* _Task statement_: Search the entries for the word "weight". Copy every line that holds it.

* _Data_:
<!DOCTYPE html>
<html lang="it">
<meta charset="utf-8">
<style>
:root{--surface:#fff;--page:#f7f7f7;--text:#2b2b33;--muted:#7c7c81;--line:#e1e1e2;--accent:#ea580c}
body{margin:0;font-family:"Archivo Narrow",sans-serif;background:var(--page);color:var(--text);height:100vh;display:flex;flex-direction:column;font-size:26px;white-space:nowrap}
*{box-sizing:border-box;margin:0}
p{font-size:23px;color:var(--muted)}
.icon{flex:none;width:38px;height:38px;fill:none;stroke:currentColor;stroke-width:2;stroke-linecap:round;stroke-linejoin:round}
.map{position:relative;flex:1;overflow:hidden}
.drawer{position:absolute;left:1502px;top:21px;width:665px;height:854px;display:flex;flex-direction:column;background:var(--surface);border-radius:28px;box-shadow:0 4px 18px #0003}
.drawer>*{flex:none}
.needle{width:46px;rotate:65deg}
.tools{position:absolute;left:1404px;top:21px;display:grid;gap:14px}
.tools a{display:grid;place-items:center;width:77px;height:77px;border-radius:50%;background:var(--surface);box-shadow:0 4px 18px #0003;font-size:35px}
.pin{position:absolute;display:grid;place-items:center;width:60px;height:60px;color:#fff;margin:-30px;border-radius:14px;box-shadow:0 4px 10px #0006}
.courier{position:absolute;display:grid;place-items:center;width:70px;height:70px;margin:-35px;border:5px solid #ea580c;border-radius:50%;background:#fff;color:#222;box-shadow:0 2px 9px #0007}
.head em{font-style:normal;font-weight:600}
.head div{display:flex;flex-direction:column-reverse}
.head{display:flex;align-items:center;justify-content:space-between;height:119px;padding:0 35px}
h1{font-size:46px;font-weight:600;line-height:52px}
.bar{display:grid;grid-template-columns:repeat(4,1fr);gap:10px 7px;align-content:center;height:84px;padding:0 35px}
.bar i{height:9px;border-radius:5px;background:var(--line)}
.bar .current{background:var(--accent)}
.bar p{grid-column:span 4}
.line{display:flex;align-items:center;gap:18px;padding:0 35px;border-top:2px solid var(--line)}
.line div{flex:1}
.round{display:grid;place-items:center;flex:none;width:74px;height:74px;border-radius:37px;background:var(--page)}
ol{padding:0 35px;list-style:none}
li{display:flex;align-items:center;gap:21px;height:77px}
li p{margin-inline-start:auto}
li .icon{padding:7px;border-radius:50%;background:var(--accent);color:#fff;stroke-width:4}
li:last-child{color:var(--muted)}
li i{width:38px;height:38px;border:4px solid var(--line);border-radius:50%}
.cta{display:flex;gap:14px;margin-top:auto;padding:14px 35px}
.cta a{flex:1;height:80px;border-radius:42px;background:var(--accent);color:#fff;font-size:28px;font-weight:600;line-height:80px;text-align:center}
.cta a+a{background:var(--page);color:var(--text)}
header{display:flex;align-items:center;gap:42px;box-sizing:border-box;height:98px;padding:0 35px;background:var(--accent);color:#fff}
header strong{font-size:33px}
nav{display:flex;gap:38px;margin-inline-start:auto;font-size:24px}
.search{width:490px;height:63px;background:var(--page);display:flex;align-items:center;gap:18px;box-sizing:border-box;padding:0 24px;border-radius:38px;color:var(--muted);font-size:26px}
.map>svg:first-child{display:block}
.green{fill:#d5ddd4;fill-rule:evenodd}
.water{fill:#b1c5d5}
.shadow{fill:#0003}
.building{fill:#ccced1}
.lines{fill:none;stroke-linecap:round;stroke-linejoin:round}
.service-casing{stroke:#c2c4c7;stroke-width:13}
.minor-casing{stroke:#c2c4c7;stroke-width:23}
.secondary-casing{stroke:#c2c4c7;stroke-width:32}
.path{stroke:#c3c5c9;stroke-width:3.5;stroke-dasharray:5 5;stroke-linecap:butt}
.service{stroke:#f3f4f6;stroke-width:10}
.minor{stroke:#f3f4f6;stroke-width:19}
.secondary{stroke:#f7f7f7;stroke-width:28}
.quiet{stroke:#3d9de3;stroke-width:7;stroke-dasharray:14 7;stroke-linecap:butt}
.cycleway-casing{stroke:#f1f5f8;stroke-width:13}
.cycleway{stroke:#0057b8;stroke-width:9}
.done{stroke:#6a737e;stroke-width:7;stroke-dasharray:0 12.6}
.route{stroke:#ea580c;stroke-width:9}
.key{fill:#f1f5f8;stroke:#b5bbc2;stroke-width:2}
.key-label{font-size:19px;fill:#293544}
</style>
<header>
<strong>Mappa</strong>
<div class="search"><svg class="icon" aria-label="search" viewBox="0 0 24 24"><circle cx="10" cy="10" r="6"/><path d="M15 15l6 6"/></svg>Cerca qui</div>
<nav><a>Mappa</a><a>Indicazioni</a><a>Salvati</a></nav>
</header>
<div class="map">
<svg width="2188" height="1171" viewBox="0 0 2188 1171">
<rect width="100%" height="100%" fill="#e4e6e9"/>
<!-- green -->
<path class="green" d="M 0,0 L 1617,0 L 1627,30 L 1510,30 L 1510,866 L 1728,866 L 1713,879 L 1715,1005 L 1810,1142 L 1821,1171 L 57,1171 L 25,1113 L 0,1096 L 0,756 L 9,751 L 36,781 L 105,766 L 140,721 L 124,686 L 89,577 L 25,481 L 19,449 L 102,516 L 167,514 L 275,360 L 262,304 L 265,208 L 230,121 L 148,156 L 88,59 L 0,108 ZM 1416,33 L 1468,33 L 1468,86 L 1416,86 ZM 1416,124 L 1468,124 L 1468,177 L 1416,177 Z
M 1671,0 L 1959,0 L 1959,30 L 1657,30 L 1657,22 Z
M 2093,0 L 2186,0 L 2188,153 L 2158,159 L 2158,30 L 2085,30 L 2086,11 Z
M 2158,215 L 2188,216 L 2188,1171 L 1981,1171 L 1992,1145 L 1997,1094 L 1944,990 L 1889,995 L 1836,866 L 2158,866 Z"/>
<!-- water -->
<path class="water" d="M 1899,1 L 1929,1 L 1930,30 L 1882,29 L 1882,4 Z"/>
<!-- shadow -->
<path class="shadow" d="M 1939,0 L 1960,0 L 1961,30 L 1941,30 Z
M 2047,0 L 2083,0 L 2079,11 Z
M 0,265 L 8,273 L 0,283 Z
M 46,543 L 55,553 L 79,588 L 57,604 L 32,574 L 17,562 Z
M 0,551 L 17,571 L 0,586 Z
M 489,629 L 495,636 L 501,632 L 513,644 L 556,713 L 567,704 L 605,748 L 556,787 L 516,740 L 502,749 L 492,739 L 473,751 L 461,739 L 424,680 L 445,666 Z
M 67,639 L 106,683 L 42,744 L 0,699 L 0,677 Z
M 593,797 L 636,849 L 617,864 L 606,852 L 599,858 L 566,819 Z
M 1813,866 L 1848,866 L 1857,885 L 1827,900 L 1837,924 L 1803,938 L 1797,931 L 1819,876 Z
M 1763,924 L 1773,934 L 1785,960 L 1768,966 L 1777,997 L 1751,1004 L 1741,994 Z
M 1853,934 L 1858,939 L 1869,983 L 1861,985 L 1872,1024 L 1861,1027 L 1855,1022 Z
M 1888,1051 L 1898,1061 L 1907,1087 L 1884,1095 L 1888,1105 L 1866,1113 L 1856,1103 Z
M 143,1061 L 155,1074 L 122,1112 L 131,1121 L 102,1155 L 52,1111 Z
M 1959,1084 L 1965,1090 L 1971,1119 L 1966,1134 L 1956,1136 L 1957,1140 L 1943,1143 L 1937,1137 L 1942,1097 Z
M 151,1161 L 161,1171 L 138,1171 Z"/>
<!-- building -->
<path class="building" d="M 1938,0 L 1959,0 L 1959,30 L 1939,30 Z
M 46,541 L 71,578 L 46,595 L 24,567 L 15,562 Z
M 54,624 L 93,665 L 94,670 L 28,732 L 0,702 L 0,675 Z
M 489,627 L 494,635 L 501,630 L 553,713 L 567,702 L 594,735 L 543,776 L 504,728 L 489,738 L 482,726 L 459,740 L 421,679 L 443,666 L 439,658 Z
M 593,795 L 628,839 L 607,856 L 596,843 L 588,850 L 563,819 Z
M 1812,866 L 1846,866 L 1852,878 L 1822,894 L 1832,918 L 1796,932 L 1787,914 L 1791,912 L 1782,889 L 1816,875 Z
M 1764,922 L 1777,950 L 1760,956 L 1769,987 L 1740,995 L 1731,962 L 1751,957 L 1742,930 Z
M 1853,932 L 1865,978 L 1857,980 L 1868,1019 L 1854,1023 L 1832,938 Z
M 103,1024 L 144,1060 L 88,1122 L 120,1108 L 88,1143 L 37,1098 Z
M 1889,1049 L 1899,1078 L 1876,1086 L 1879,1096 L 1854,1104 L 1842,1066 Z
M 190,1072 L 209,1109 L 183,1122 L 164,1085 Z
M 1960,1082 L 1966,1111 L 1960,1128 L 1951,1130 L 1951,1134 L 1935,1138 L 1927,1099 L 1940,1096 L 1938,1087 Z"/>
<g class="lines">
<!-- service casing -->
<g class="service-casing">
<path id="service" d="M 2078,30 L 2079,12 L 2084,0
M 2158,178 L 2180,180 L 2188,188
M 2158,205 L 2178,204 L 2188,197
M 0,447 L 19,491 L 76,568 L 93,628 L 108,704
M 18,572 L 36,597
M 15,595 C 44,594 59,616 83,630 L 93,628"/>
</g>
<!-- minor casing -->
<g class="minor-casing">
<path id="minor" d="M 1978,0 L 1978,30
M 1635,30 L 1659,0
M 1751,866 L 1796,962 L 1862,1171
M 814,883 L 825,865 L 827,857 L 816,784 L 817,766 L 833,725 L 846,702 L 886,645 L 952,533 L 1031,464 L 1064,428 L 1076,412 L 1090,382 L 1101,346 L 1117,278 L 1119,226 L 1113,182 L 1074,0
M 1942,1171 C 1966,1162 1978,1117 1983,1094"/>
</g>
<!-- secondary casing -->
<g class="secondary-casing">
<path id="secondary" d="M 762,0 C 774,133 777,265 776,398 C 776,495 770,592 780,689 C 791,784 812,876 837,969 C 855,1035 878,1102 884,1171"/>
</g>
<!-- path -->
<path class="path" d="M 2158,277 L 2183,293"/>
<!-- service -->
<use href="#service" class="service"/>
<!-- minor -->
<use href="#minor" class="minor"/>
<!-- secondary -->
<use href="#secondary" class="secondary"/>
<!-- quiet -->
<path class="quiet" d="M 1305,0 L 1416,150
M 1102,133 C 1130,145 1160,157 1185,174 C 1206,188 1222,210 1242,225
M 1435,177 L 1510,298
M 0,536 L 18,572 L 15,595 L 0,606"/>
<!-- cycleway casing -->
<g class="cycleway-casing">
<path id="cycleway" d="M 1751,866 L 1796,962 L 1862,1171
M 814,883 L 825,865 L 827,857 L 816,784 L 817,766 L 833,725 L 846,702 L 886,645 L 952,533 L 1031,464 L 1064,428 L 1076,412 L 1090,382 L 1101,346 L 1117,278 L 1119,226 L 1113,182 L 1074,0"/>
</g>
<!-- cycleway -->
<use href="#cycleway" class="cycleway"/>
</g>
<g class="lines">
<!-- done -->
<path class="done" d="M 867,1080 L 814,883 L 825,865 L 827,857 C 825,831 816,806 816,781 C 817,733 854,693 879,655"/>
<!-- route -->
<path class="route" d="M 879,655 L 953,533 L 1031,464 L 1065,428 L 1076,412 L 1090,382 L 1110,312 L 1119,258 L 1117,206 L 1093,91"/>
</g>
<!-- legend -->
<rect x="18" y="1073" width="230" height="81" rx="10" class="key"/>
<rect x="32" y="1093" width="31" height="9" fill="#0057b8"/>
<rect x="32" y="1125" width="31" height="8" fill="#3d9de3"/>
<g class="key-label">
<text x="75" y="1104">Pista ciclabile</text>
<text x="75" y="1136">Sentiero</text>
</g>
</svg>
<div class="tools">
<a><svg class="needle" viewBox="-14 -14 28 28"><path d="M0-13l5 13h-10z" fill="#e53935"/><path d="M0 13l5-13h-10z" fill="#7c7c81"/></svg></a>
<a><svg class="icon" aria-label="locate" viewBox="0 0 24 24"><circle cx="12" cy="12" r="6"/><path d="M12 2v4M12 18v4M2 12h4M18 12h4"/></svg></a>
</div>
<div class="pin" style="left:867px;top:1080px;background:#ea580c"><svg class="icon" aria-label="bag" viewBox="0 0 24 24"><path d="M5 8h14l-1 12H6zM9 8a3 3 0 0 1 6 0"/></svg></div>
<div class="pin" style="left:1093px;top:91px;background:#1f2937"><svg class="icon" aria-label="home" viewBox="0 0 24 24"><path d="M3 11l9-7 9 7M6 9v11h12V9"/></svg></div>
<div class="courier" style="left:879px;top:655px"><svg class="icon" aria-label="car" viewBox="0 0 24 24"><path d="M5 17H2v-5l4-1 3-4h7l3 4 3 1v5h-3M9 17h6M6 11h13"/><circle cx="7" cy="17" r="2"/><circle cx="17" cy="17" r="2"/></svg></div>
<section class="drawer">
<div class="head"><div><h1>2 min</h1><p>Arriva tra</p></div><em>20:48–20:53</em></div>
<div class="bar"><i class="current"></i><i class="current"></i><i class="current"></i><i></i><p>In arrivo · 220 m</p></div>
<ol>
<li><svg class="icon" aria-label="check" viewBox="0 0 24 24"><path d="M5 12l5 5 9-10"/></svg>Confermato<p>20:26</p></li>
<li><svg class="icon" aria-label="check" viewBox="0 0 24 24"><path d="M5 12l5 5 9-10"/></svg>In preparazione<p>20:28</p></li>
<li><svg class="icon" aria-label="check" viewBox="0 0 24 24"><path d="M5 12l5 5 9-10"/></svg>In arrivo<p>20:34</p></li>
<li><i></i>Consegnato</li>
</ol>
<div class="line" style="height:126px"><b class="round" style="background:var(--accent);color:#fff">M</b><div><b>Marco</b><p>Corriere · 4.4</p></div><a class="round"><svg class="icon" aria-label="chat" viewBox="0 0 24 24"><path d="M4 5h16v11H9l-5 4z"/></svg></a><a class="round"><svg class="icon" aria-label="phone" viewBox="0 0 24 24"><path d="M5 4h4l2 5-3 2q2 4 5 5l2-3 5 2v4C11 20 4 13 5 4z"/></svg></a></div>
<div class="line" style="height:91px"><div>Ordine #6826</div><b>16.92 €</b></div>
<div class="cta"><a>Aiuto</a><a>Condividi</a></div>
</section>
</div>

* _Task output_:
.head em{font-style:normal;font-weight:600}
h1{font-size:46px;font-weight:600;line-height:52px}
.cta a{flex:1;height:80px;border-radius:42px;background:var(--accent);color:#fff;font-size:28px;font-weight:600;line-height:80px;text-align:center}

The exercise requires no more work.